Dataset entries:
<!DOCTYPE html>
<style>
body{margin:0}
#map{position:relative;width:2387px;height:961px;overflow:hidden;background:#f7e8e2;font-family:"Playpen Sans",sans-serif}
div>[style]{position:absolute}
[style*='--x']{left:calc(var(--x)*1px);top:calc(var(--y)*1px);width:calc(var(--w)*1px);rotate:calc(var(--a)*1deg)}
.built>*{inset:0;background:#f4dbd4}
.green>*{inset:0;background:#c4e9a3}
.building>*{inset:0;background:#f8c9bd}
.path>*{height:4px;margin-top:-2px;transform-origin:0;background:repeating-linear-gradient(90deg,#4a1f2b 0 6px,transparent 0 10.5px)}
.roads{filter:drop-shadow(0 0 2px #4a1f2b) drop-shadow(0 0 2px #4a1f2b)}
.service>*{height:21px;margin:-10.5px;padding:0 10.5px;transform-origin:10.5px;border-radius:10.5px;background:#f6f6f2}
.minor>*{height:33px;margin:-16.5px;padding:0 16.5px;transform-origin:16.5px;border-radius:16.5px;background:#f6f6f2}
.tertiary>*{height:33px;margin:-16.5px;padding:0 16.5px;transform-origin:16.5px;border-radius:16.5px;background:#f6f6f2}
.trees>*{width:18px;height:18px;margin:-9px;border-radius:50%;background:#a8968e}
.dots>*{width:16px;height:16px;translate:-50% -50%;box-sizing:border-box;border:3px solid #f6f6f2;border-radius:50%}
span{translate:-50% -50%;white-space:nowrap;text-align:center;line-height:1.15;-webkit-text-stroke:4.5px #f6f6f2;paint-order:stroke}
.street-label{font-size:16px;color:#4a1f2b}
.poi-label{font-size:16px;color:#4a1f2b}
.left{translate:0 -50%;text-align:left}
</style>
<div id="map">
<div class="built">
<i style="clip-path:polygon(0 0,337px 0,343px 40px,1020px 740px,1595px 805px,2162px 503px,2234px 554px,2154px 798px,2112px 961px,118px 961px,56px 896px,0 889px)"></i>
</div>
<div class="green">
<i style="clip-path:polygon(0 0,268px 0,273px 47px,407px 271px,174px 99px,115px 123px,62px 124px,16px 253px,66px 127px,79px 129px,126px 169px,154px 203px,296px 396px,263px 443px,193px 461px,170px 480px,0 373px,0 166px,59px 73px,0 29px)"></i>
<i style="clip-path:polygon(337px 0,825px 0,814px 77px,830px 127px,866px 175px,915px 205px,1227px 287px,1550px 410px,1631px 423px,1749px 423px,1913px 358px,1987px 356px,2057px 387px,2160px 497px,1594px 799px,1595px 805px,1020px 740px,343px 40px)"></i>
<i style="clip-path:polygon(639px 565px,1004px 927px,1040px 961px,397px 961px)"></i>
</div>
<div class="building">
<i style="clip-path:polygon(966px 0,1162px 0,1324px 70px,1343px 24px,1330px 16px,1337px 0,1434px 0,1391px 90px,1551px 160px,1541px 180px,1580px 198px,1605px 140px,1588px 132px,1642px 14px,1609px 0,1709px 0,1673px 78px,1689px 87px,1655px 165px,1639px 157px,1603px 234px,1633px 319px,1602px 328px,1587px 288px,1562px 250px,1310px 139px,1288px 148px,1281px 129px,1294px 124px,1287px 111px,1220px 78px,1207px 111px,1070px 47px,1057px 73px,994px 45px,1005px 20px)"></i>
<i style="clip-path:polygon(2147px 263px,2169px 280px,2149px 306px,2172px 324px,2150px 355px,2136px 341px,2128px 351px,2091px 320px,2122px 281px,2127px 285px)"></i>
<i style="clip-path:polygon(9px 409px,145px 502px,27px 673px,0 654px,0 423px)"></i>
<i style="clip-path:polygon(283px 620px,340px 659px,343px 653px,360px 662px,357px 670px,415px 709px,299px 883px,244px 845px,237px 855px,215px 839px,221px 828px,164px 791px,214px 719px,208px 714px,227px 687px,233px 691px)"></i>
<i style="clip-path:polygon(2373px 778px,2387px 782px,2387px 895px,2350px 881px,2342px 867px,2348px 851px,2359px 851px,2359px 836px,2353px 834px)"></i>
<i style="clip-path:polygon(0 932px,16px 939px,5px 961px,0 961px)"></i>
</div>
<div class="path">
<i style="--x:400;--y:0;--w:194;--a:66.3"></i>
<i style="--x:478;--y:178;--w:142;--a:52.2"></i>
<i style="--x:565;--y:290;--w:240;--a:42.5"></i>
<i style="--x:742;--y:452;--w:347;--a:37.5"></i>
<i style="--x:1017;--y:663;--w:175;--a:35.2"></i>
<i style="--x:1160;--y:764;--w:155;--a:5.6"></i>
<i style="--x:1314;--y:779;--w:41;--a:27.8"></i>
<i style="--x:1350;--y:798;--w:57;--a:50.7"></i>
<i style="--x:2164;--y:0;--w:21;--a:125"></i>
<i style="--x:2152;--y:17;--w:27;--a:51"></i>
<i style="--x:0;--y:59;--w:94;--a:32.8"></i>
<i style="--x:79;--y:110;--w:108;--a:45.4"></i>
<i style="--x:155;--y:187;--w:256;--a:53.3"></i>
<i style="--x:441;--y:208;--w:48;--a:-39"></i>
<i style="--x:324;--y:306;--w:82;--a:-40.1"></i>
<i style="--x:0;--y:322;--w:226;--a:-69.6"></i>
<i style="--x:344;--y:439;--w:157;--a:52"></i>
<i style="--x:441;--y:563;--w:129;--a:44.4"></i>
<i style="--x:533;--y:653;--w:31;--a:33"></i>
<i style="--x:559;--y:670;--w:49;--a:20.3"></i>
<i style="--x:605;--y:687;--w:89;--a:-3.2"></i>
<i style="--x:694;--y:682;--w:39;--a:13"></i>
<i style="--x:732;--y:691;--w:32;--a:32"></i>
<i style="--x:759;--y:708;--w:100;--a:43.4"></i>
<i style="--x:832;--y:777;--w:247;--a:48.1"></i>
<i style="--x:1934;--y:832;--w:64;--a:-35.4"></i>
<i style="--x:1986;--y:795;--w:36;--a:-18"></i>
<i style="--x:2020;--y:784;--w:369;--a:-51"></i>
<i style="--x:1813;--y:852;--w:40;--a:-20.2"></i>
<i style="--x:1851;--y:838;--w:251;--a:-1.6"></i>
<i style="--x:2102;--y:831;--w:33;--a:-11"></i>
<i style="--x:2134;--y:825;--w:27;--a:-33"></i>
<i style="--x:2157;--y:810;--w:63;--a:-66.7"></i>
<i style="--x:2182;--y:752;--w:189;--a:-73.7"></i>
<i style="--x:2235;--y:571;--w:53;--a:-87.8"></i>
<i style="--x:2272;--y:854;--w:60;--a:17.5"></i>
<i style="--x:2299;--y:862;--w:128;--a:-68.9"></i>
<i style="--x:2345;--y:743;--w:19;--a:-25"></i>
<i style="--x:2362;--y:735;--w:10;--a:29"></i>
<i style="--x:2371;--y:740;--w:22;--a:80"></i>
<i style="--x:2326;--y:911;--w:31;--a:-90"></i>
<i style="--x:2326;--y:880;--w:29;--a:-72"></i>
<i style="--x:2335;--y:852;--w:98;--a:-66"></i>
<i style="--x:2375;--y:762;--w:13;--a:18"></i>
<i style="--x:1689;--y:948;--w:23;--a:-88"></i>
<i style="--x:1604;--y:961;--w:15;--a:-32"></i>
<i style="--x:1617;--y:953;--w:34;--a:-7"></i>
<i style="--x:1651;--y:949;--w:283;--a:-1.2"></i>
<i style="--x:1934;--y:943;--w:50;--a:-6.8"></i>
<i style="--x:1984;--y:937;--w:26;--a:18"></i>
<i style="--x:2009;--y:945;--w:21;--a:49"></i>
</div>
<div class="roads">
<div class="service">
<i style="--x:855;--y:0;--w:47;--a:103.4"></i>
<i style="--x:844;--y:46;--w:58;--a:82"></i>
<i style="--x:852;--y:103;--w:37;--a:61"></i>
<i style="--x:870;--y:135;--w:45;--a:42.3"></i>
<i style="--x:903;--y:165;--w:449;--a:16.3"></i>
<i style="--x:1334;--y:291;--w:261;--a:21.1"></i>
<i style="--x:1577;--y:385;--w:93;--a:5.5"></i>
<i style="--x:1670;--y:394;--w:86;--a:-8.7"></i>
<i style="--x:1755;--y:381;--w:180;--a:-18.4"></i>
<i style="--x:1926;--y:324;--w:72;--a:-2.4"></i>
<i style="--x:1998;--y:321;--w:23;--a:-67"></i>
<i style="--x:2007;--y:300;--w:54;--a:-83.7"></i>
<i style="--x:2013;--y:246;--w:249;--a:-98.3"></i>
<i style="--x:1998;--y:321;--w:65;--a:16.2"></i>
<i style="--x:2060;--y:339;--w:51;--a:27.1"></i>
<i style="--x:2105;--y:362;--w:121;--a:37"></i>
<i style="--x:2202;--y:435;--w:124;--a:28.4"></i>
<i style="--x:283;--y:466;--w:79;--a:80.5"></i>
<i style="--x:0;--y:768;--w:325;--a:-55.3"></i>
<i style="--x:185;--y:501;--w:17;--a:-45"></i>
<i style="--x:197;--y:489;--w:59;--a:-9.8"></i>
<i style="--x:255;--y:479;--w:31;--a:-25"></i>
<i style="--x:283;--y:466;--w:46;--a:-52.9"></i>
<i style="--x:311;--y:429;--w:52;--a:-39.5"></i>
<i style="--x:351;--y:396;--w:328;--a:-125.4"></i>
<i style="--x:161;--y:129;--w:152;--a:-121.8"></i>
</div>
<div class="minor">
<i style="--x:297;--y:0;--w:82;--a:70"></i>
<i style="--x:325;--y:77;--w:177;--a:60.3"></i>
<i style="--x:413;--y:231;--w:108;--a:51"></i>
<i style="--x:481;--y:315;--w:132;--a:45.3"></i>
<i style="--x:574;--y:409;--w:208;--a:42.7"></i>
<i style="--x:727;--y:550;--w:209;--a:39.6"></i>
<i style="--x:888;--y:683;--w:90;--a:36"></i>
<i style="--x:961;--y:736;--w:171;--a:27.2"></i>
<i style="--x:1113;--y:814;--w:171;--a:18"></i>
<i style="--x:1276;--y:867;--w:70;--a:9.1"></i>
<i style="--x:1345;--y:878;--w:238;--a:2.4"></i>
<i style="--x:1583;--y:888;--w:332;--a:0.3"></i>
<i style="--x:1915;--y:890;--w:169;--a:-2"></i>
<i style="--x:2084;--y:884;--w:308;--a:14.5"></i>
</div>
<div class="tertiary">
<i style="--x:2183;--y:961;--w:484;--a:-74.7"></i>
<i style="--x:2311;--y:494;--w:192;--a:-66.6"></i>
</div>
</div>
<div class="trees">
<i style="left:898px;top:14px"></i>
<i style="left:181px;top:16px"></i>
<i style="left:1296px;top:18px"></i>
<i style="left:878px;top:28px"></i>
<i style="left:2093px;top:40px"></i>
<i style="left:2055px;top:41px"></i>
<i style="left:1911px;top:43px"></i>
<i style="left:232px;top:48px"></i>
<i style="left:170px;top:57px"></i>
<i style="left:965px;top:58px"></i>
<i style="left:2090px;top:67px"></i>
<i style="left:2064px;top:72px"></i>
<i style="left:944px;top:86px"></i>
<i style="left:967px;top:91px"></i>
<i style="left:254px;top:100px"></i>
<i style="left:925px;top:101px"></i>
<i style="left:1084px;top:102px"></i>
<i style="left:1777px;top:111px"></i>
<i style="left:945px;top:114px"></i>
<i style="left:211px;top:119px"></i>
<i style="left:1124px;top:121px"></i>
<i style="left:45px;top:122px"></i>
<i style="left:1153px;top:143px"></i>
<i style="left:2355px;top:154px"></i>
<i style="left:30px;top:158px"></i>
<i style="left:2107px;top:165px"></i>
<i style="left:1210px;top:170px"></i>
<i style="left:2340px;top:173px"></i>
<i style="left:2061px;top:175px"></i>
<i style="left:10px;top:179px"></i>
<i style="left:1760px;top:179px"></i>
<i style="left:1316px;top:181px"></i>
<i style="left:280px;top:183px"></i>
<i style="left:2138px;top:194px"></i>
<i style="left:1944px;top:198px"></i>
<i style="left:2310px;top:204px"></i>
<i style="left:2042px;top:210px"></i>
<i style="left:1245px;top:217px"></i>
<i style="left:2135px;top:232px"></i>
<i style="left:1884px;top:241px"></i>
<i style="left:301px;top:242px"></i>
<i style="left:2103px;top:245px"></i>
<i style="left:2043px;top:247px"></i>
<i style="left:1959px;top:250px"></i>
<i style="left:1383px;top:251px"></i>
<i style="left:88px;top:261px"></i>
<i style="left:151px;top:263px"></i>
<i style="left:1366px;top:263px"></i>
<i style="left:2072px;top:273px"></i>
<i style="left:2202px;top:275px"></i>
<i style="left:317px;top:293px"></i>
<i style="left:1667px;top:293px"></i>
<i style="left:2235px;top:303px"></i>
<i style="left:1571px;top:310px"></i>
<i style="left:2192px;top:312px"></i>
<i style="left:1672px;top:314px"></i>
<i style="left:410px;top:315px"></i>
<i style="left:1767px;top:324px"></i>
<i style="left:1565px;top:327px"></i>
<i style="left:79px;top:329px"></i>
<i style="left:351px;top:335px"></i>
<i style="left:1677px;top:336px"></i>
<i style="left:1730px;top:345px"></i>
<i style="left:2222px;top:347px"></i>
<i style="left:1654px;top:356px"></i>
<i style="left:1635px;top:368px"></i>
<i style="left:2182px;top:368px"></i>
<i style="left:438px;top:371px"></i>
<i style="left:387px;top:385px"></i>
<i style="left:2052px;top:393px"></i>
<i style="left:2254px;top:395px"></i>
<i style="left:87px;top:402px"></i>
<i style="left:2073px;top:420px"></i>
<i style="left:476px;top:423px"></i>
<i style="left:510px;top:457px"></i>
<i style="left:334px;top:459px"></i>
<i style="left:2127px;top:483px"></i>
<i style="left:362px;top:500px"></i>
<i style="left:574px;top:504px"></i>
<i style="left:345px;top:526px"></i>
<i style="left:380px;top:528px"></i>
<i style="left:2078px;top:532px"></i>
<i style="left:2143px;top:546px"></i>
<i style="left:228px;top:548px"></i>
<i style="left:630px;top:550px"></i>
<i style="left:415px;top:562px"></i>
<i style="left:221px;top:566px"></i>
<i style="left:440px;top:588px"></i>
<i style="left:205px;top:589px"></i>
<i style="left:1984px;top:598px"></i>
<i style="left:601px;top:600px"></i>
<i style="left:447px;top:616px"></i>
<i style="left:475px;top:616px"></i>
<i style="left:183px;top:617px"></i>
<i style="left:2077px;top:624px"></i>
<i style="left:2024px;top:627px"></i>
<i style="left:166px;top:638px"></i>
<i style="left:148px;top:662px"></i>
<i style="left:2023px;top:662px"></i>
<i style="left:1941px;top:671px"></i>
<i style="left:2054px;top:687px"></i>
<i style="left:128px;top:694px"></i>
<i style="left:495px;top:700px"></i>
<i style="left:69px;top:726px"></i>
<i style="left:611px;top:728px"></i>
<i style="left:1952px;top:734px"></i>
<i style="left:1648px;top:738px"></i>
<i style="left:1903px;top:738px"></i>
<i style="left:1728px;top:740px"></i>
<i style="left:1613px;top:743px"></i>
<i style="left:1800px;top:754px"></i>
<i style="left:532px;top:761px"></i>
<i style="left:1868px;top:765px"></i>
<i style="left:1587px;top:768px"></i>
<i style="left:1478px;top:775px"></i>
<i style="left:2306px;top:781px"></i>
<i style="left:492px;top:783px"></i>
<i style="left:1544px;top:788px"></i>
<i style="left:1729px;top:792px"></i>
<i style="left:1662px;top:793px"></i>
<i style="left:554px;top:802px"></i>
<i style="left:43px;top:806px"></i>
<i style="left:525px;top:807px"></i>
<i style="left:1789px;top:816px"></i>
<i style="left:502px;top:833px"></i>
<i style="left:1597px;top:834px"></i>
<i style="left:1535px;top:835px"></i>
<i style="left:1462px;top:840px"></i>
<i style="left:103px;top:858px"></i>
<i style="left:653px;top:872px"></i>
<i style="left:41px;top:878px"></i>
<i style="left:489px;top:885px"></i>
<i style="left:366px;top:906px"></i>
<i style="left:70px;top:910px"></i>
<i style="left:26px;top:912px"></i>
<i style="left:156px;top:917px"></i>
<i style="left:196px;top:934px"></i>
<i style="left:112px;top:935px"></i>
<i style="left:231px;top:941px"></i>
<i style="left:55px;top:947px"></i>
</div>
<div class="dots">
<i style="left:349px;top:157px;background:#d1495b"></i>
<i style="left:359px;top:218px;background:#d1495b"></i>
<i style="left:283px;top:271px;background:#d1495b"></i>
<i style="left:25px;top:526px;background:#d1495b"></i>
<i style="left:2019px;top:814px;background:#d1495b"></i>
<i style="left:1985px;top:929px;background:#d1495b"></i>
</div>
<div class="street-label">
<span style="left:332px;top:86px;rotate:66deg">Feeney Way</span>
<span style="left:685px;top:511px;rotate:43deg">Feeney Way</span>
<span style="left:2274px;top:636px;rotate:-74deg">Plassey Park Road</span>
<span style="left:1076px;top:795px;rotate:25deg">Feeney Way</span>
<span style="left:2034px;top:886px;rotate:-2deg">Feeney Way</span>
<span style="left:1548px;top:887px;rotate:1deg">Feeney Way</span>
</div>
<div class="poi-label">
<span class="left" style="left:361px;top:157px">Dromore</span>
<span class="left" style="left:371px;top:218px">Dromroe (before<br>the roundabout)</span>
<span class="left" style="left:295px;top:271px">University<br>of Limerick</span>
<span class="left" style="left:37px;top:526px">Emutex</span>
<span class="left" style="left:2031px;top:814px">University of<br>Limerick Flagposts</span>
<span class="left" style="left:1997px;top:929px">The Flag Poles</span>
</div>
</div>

- **What the task asks**:
Those lines above that contain the string "position" should be returned.

- **Reply to the task**:
#map{position:relative;width:2387px;height:961px;overflow:hidden;background:#f7e8e2;font-family:"Playpen Sans",sans-serif}
div>[style]{position:absolute}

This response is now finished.